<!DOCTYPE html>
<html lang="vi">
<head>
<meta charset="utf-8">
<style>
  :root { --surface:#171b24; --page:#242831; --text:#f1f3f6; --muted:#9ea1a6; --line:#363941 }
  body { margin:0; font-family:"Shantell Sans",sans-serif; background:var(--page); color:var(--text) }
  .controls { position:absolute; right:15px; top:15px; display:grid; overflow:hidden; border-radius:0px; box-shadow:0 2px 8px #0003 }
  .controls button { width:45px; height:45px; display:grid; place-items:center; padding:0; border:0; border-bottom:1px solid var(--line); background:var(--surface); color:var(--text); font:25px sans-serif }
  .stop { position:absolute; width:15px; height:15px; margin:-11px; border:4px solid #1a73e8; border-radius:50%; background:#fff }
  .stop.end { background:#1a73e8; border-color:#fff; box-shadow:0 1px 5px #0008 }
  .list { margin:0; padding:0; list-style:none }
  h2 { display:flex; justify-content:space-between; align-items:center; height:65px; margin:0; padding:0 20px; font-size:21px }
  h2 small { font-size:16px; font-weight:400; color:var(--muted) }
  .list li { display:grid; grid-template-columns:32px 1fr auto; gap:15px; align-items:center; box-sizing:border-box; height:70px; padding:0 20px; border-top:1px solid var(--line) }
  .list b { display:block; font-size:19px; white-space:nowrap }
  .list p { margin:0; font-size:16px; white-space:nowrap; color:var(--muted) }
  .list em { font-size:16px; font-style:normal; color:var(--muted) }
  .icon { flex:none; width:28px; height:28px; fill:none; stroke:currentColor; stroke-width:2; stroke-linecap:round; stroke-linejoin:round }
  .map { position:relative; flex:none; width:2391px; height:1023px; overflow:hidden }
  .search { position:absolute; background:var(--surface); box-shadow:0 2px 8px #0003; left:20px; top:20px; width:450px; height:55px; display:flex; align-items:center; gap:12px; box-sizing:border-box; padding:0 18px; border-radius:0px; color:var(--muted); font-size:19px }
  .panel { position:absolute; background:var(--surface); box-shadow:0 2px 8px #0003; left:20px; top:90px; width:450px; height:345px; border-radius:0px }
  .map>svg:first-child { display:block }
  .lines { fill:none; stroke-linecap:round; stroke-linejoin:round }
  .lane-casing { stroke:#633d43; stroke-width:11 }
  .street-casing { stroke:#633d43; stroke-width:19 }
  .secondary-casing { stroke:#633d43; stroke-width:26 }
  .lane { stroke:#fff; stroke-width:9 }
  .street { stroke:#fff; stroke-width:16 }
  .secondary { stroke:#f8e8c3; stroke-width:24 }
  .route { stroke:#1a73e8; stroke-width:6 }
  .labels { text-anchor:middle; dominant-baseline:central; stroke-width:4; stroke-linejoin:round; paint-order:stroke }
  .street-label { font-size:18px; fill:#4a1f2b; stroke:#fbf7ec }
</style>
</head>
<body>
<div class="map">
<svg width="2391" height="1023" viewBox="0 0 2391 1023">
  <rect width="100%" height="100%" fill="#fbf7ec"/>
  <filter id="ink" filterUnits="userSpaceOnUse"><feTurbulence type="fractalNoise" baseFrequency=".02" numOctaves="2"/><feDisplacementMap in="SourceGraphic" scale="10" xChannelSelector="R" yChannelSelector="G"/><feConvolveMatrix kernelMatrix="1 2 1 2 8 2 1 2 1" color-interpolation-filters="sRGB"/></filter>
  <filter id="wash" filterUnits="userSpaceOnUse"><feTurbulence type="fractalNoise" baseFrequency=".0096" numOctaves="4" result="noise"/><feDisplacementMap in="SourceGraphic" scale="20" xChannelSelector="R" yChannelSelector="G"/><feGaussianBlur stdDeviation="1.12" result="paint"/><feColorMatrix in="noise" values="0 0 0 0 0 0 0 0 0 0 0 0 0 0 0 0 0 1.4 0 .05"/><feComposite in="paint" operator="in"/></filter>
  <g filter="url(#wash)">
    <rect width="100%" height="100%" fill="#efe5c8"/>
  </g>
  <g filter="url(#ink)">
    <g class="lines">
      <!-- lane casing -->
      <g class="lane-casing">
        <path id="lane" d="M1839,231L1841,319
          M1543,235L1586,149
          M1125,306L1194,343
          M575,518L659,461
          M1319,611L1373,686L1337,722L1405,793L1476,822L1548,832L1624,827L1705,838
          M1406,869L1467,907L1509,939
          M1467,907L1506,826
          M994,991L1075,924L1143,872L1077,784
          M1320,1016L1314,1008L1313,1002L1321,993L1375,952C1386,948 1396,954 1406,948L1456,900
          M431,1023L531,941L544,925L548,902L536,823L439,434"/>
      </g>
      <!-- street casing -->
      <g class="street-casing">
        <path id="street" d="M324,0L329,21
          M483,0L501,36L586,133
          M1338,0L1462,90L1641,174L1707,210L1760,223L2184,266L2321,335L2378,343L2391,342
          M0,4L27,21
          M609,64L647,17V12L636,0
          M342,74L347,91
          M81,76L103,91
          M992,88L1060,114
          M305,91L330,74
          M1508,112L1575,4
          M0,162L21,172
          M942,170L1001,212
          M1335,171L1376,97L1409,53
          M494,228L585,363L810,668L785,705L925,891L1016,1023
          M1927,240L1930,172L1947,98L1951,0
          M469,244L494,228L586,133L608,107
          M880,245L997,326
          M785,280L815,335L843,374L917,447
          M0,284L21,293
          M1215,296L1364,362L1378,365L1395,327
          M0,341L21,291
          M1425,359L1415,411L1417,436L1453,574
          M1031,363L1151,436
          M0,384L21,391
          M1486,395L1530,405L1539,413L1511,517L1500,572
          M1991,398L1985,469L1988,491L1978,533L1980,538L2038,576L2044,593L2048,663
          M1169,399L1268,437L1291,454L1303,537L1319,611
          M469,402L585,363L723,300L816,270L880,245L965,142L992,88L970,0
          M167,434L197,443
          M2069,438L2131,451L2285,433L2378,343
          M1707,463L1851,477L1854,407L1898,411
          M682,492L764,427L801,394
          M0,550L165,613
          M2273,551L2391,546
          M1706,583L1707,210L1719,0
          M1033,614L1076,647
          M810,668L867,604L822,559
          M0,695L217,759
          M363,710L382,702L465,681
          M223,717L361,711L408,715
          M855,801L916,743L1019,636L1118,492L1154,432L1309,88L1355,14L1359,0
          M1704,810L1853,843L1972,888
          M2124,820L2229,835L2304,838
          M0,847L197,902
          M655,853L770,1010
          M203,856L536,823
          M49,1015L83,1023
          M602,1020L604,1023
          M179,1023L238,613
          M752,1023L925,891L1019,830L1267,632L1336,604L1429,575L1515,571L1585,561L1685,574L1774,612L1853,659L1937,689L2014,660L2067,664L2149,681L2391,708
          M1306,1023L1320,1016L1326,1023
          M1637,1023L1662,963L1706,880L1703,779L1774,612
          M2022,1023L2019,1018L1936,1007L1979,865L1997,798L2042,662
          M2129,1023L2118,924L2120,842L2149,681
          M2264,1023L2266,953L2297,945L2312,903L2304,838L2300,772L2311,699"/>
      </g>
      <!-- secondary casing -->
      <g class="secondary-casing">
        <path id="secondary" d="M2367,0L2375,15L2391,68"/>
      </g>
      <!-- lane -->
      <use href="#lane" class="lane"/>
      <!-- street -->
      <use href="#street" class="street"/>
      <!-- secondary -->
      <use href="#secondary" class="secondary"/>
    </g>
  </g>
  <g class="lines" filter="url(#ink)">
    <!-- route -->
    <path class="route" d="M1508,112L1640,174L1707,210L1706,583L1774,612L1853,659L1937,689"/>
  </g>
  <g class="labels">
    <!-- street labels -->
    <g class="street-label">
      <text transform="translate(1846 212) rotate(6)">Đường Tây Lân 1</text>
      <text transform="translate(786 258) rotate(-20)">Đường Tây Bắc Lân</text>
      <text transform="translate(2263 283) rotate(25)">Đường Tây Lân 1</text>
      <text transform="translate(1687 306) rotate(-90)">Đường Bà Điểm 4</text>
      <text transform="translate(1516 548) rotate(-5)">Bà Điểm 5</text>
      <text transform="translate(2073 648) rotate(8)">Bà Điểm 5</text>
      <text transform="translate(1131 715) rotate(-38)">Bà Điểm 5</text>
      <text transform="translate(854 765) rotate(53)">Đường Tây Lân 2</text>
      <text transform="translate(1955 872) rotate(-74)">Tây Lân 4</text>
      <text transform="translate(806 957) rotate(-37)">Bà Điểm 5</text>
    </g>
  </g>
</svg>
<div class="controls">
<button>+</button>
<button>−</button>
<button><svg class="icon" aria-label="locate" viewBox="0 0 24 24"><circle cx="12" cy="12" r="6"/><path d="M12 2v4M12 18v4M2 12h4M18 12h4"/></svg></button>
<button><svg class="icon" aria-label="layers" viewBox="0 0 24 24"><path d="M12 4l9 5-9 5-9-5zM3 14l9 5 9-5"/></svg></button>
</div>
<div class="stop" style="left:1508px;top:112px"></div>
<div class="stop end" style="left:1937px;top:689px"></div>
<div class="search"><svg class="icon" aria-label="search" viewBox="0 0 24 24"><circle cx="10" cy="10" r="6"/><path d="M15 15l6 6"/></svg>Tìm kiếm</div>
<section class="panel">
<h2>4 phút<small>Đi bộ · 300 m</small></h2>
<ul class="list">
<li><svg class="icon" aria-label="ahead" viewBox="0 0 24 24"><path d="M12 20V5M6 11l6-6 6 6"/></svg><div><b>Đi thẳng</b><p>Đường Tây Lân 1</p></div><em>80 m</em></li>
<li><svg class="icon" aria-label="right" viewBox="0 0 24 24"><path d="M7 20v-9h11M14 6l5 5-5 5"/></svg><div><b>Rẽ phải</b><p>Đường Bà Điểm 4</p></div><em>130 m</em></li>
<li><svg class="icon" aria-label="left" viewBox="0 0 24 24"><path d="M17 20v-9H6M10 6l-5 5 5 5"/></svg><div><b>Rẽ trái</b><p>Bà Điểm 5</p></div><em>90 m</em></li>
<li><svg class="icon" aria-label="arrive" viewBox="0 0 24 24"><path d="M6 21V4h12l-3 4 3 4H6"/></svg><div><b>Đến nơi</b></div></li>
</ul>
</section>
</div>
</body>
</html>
▬▬▬▬▬▬▬▬▬▬
### ASSIGNED TASK
Copy out all lines above holding "sans".

### FINAL ANSWER
  body { margin:0; font-family:"Shantell Sans",sans-serif; background:var(--page); color:var(--text) }
  .controls button { width:45px; height:45px; display:grid; place-items:center; padding:0; border:0; border-bottom:1px solid var(--line); background:var(--surface); color:var(--text); font:25px sans-serif }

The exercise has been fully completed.